▶ _Directions for this task_: Starting with the first line of the data below, copy each line up to and including the one containing "translate:-50% -50%; white-space:nowrap;". Pictures stay out.

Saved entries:
-.-.-
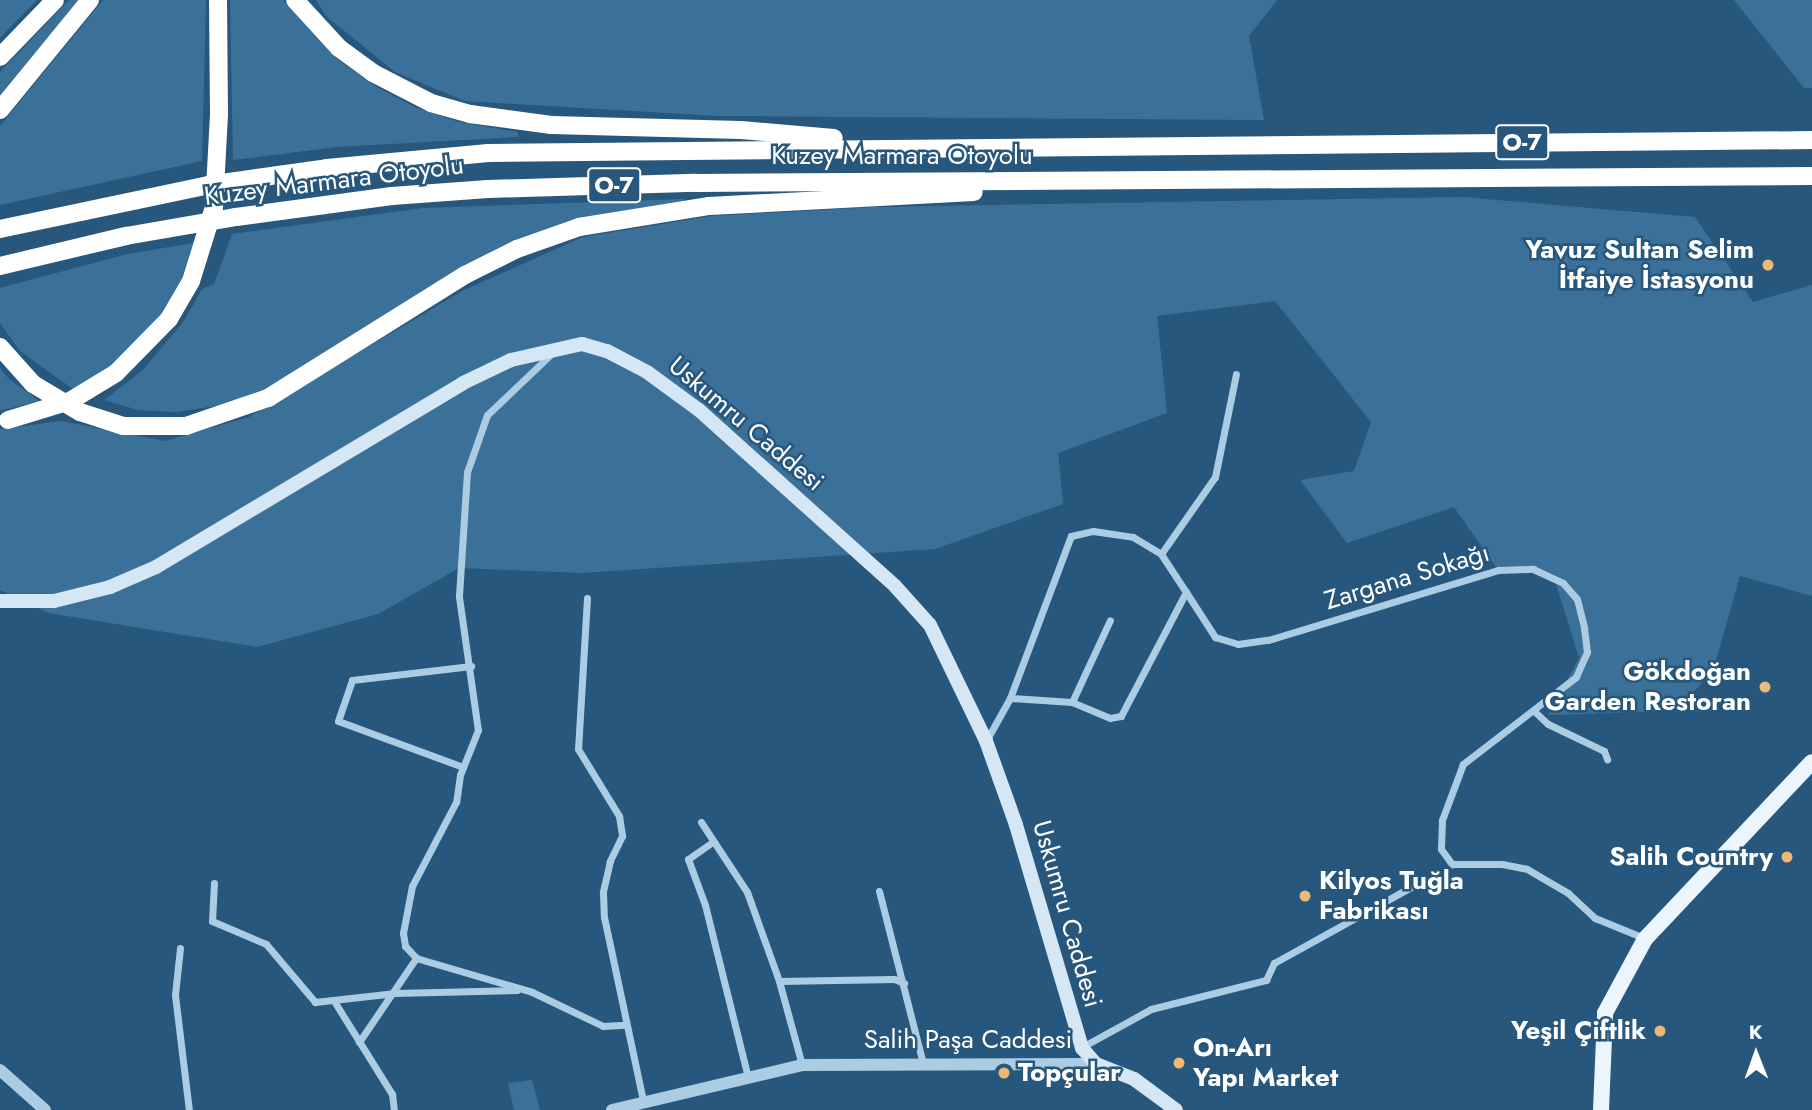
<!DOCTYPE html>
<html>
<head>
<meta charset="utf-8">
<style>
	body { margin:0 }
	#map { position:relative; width:1812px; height:1110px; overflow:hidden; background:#27577c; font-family:Jost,sans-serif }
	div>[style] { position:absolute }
	.green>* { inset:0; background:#3b7199 }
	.minor>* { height:7px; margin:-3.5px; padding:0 3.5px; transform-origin:3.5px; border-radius:3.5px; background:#accce4 }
	.tertiary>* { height:12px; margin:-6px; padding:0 6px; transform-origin:6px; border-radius:6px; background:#accce4 }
	.secondary>* { height:14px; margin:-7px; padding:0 7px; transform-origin:7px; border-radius:7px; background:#d5e6f4 }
	.primary>* { height:16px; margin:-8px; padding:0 8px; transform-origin:8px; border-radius:8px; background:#ecf4fc }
	.motorway>* { height:18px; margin:-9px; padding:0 9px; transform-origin:9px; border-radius:9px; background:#fff }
	.motorway-bridge>* { height:18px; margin:-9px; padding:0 9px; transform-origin:9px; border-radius:9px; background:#fff }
	.dots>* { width:19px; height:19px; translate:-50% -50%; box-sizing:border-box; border:4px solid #27577c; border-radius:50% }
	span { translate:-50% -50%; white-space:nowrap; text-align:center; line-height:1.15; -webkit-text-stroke:5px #27577c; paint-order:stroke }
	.shield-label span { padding:2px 5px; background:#27577c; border:2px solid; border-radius:5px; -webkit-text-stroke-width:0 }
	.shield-label { font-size:24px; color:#fff; font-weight:700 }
	.street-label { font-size:26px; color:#fff }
	.poi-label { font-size:26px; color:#fff; font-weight:700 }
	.right { translate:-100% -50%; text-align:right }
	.left { translate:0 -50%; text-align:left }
	.north { position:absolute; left:1721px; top:1019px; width:70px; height:70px; -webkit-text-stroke:5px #27577c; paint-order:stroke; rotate:359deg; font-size:19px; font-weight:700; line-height:28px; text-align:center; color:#fff }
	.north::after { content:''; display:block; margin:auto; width:24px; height:32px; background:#fff; clip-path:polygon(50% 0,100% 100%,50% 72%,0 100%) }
</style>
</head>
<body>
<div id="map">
	<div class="green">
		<div style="clip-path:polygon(0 0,37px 0,0 38px)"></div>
		<div style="clip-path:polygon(69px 0,79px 0,0 95px,0 72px)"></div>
		<div style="clip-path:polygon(103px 0,206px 0,202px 161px,0 205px,0 126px)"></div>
		<div style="clip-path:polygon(230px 0,283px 0,337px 59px,377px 87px,417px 108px,459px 122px,518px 132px,518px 137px,337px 147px,233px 160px)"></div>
		<div style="clip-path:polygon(316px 0,1277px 0,1249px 36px,1264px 120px,716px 116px,465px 101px,395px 72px,326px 16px)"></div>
		<div style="clip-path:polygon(1734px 0,1812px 0,1812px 88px,1804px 88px)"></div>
		<div style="clip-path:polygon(1463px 197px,1695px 217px,1753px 302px,1812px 285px,1812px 596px,1740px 576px,1713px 671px,1676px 711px,1548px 715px,1579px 658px,1553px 574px,1498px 570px,1454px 507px,1347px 543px,1300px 480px,1354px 471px,1371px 422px,1275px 301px,1157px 316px,1167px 413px,1058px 453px,1063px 504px,935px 549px,582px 573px,459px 568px,378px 614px,257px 647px,48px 613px,0 590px,0 429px,61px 421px,165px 441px,249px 417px,464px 290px,583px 237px,711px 216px,875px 207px)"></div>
		<div style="clip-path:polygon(684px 199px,684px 204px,636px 209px,522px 238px,429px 287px,270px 387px,222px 405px,177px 412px,138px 410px,104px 400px,142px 371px,184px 321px,202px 289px,214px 284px,232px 234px,422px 208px)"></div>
		<div style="clip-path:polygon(193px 243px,181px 281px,160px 317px,113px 366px,73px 389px,20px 351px,0 323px,0 288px,127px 254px)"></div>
		<div style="clip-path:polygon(0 368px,8px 378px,39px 401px,0 411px)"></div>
		<div style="clip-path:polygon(532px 1080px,540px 1110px,514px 1110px,508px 1083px)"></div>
	</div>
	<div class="minor">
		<div style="left:550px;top:355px;width:87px;rotate:136.4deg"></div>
		<div style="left:487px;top:415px;width:60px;rotate:109.3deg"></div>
		<div style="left:467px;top:472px;width:125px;rotate:93.7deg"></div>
		<div style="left:459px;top:597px;width:134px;rotate:81.9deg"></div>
		<div style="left:478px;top:730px;width:48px;rotate:111.8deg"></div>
		<div style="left:460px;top:775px;width:27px;rotate:98deg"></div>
		<div style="left:456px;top:802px;width:95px;rotate:117.6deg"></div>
		<div style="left:412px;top:886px;width:48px;rotate:100.8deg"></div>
		<div style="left:403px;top:933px;width:13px;rotate:81deg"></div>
		<div style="left:405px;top:946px;width:16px;rotate:47deg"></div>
		<div style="left:416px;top:958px;width:121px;rotate:16.3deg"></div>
		<div style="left:532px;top:992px;width:79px;rotate:25.6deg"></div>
		<div style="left:603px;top:1026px;width:22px;rotate:-3deg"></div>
		<div style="left:1161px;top:554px;width:94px;rotate:-55deg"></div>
		<div style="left:1215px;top:477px;width:105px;rotate:-78.5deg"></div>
		<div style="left:1186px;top:592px;width:54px;rotate:57.2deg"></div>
		<div style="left:1215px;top:637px;width:24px;rotate:17deg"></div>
		<div style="left:1238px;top:644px;width:30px;rotate:-8deg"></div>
		<div style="left:1268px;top:640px;width:241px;rotate:-16.9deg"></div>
		<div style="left:1499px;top:570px;width:34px;rotate:-2deg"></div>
		<div style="left:1533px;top:569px;width:33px;rotate:25deg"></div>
		<div style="left:1563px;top:583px;width:21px;rotate:49deg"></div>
		<div style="left:1577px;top:599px;width:30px;rotate:76deg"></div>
		<div style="left:1584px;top:628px;width:24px;rotate:83deg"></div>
		<div style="left:1587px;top:652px;width:27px;rotate:114deg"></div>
		<div style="left:1576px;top:677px;width:143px;rotate:142.4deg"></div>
		<div style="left:1463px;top:764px;width:60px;rotate:110.6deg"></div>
		<div style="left:1442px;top:820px;width:29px;rotate:92deg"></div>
		<div style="left:1441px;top:849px;width:19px;rotate:54deg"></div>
		<div style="left:1452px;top:864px;width:50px"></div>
		<div style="left:1502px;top:864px;width:25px;rotate:11deg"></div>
		<div style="left:1527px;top:869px;width:48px;rotate:30.3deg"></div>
		<div style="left:1568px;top:893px;width:37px;rotate:43deg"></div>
		<div style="left:1595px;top:918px;width:53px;rotate:22.2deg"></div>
		<div style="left:587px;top:598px;width:151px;rotate:93.4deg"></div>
		<div style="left:578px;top:749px;width:79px;rotate:58.5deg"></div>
		<div style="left:619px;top:816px;width:20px;rotate:81deg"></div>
		<div style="left:622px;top:836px;width:28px;rotate:116deg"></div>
		<div style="left:610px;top:861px;width:32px;rotate:103deg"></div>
		<div style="left:603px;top:892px;width:25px;rotate:88deg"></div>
		<div style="left:604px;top:917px;width:188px;rotate:78deg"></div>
		<div style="left:1072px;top:702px;width:90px;rotate:-65.1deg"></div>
		<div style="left:1534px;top:711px;width:19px;rotate:43deg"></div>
		<div style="left:1548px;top:724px;width:62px;rotate:25.7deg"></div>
		<div style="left:1604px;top:751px;width:9px;rotate:69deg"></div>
		<div style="left:986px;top:741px;width:49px;rotate:-60.8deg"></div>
		<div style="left:1010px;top:698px;width:173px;rotate:-69.4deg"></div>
		<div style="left:1071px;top:536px;width:23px;rotate:-13deg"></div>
		<div style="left:1093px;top:531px;width:40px;rotate:8.5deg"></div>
		<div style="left:1133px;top:537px;width:33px;rotate:31deg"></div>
		<div style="left:1161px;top:554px;width:45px;rotate:56.7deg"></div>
		<div style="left:1186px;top:592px;width:140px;rotate:117.7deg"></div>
		<div style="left:1121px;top:716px;width:11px;rotate:170deg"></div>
		<div style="left:1110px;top:718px;width:41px;rotate:-157.2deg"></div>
		<div style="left:1072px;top:702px;width:62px;rotate:-176.3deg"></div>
		<div style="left:463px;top:767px;width:133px;rotate:-159.8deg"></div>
		<div style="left:338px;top:721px;width:43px;rotate:-71.1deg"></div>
		<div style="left:352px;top:680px;width:120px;rotate:-6.7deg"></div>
		<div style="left:701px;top:822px;width:84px;rotate:56.7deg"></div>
		<div style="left:747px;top:892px;width:95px;rotate:70.2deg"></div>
		<div style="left:779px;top:981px;width:87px;rotate:74.7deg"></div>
		<div style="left:711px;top:843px;width:28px;rotate:145deg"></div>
		<div style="left:688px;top:859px;width:49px;rotate:69.7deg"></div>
		<div style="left:705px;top:905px;width:177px;rotate:76deg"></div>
		<div style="left:214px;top:883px;width:38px;rotate:93deg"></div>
		<div style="left:212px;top:921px;width:59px;rotate:23.1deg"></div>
		<div style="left:266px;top:944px;width:76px;rotate:49.8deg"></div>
		<div style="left:315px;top:1002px;width:81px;rotate:-6.4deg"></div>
		<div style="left:395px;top:993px;width:122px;rotate:-1.4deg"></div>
		<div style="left:879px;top:891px;width:179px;rotate:75.7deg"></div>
		<div style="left:180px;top:948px;width:47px;rotate:96.1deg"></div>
		<div style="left:175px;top:995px;width:116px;rotate:83.1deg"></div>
		<div style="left:779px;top:981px;width:115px;rotate:-1deg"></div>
		<div style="left:894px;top:979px;width:11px;rotate:22deg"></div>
		<div style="left:334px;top:1001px;width:110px;rotate:58.1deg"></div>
		<div style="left:392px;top:1094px;width:16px;rotate:83deg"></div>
		<div style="left:359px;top:1042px;width:102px;rotate:-55.8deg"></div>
		<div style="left:1082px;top:1047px;width:79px;rotate:-28.8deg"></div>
		<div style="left:1151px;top:1009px;width:119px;rotate:-14.2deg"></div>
		<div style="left:1266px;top:980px;width:19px;rotate:-65deg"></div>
		<div style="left:1274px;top:963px;width:157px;rotate:-29deg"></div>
	</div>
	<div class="tertiary">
		<div style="left:0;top:1070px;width:60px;rotate:41.6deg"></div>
		<div style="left:612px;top:1110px;width:195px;rotate:-13.3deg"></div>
		<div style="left:802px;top:1065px;width:294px;rotate:-0.2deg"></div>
	</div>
	<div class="secondary">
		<div style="left:0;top:601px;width:54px"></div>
		<div style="left:54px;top:601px;width:58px;rotate:-14deg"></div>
		<div style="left:110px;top:587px;width:50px;rotate:-23.5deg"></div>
		<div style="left:156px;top:567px;width:358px;rotate:-30.9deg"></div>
		<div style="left:463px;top:383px;width:53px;rotate:-25.6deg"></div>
		<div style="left:511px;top:360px;width:73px;rotate:-12.7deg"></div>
		<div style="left:582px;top:344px;width:26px;rotate:16deg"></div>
		<div style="left:607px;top:351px;width:45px;rotate:27.7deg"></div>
		<div style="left:647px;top:372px;width:64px;rotate:36.2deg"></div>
		<div style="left:699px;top:410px;width:263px;rotate:41.9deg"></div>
		<div style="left:895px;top:586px;width:52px;rotate:48.1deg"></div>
		<div style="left:930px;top:625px;width:129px;rotate:64.2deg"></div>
		<div style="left:986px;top:741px;width:89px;rotate:70.3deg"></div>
		<div style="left:1016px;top:825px;width:233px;rotate:73.5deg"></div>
		<div style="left:1082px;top:1048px;width:21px;rotate:49deg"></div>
		<div style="left:1096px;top:1064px;width:41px;rotate:21.5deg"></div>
		<div style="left:1134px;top:1079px;width:52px;rotate:36.4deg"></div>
	</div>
	<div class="primary">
		<div style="left:1601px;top:1110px;width:97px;rotate:-87.6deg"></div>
		<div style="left:1605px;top:1013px;width:84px;rotate:-61.6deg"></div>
		<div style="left:1645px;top:939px;width:243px;rotate:-46.7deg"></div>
	</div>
	<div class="motorway">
		<div style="left:218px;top:0;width:114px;rotate:89.5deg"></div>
		<div style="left:295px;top:0;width:65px;rotate:47.5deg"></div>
		<div style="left:339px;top:48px;width:42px;rotate:36.3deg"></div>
		<div style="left:373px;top:73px;width:65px;rotate:27.3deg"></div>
		<div style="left:431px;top:103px;width:41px;rotate:15.8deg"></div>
		<div style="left:470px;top:114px;width:82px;rotate:7.7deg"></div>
		<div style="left:551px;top:125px;width:190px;rotate:1.5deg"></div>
		<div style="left:741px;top:130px;width:93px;rotate:4.9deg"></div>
		<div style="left:0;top:57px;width:79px;rotate:-46deg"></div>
		<div style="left:0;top:110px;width:142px;rotate:-50.7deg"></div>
		<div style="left:0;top:229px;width:213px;rotate:-11.9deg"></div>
		<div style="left:208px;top:185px;width:120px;rotate:-8.1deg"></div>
		<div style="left:327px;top:168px;width:162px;rotate:-5.3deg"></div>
		<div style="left:488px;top:153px;width:1324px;rotate:-0.56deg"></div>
		<div style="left:0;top:266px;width:130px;rotate:-13.4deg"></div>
		<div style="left:126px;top:236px;width:112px;rotate:-9.8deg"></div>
		<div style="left:236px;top:217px;width:157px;rotate:-7.7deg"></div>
		<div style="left:392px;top:196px;width:96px;rotate:-4.2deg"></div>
		<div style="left:488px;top:189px;width:207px;rotate:-1.7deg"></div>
		<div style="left:695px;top:183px;width:1117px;rotate:-0.36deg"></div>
		<div style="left:0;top:347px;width:50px;rotate:48.3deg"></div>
		<div style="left:33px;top:384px;width:55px;rotate:30.8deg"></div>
		<div style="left:80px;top:412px;width:45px;rotate:18deg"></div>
		<div style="left:123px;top:426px;width:63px"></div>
		<div style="left:186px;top:426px;width:87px;rotate:-18.9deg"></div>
		<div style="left:268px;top:398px;width:232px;rotate:-32deg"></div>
		<div style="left:465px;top:275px;width:58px;rotate:-26.6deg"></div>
		<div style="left:517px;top:249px;width:66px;rotate:-19.5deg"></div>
		<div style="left:579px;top:227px;width:132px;rotate:-9.2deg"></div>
		<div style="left:709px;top:206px;width:265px;rotate:-3deg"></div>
		<div style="left:116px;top:373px;width:76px;rotate:-45.5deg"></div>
		<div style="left:169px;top:319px;width:44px;rotate:-59.9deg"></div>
	</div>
	<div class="motorway-bridge">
		<div style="left:191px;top:281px;width:77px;rotate:-72.7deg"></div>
		<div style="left:214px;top:207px;width:93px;rotate:-86.9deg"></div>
		<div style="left:8px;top:420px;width:65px;rotate:-17deg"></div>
		<div style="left:70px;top:401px;width:54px;rotate:-31.3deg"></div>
	</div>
	<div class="dots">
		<div style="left:1768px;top:265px;background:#ecba72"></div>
		<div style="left:1765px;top:687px;background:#ecba72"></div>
		<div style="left:1787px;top:857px;background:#ecba72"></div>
		<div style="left:1305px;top:896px;background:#ecba72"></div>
		<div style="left:1660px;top:1031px;background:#ecba72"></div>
		<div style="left:1179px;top:1063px;background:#ecba72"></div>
		<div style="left:1004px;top:1073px;background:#ecba72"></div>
	</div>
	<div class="shield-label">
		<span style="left:1522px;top:142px">O-7</span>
		<span style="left:614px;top:185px">O-7</span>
	</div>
	<div class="street-label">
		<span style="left:902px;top:156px">Kuzey Marmara Otoyolu</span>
		<span style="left:334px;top:181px;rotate:-7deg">Kuzey Marmara Otoyolu</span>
		<span style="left:746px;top:424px;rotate:40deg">Uskumru Caddesi</span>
		<span style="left:1407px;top:577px;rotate:-17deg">Zargana Sokağı</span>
		<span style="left:1067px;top:914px;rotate:74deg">Uskumru Caddesi</span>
		<span style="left:968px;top:1040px">Salih Paşa Caddesi</span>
	</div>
	<div class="poi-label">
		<span class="right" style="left:1754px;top:265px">Yavuz Sultan Selim<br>İtfaiye İstasyonu</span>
		<span class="right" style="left:1751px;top:687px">Gökdoğan<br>Garden Restoran</span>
		<span class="right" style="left:1773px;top:857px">Salih Country</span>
		<span class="left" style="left:1319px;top:896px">Kilyos Tuğla<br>Fabrikası</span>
		<span class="right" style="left:1646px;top:1031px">Yeşil Çiftlik</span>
		<span class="left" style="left:1193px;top:1063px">On-Arı<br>Yapı Market</span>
		<span class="left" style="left:1018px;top:1073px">Topçular</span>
	</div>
	<div class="north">K</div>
</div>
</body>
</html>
-.-.-
▶ _Response area_:
<!DOCTYPE html>
<html>
<head>
<meta charset="utf-8">
<style>
	body { margin:0 }
	#map { position:relative; width:1812px; height:1110px; overflow:hidden; background:#27577c; font-family:Jost,sans-serif }
	div>[style] { position:absolute }
	.green>* { inset:0; background:#3b7199 }
	.minor>* { height:7px; margin:-3.5px; padding:0 3.5px; transform-origin:3.5px; border-radius:3.5px; background:#accce4 }
	.tertiary>* { height:12px; margin:-6px; padding:0 6px; transform-origin:6px; border-radius:6px; background:#accce4 }
	.secondary>* { height:14px; margin:-7px; padding:0 7px; transform-origin:7px; border-radius:7px; background:#d5e6f4 }
	.primary>* { height:16px; margin:-8px; padding:0 8px; transform-origin:8px; border-radius:8px; background:#ecf4fc }
	.motorway>* { height:18px; margin:-9px; padding:0 9px; transform-origin:9px; border-radius:9px; background:#fff }
	.motorway-bridge>* { height:18px; margin:-9px; padding:0 9px; transform-origin:9px; border-radius:9px; background:#fff }
	.dots>* { width:19px; height:19px; translate:-50% -50%; box-sizing:border-box; border:4px solid #27577c; border-radius:50% }
	span { translate:-50% -50%; white-space:nowrap; text-align:center; line-height:1.15; -webkit-text-stroke:5px #27577c; paint-order:stroke }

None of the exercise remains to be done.